Thursday, August 28, 2014

New Life For Old Living

Growing up in North Carolina  late summer was always one of my favorite times of the year. I looked forward to going back to school and seeing many friends I had not seen all summer, and it was time for our native Muscadine grapes to ripen. We didn't have cultivated grape vines at my families nursery, the native Muscadine vines grew all around the edges of the woods climbing up trees and neighboring old buildings. Not only did I look forward in picking and eating them fresh, I was always trying to convince my Mother or Grandmother to make Muscadine jelly from my pickings.

Vitis rotundafolia the Muscadine grape is native throughout the Southeast to Texas.
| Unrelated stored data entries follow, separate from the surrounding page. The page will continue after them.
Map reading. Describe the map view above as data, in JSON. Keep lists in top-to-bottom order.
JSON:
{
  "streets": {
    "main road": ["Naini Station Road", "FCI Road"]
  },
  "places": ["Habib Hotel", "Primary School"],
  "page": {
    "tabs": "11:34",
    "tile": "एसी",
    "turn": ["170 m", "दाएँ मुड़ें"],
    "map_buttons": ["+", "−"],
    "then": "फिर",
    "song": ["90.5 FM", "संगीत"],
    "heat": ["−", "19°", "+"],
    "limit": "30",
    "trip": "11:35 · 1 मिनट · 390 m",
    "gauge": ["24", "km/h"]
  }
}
The oldest cultivated variety of Muscadine grape is the "Scuppernong". Scuppernong is a yellow bronze sometime called white type of Muscadine grape. The Scuppernong was first mentioned as a white grape in a written log book by the Florentine explorer Giovanni de Vezazzano while exploring the Cape Fear River in 1524. The Scuppernong grape actually got it's name from the Scuppernong river which runs from Washinton county to the Albemarle sound. The name Scuppernong actually comes from the Algonguin Indian word "Acsepo" meaning Sweet Bay Tree.

Stories tell us that the Scuppernong grape was first cultivated in Tyrell county NC before 1760. Other stories tell of a "Mother" vine on Roanoke Island that was over 400 years old. The North Carolina general assembly designated the Scuppernong grape the official state fruit in 2001.

Here in northern Iredell county if you look you can find the purple or black Muscadine grape growing wild in close proximity to the bronze or gold Scuppernong type.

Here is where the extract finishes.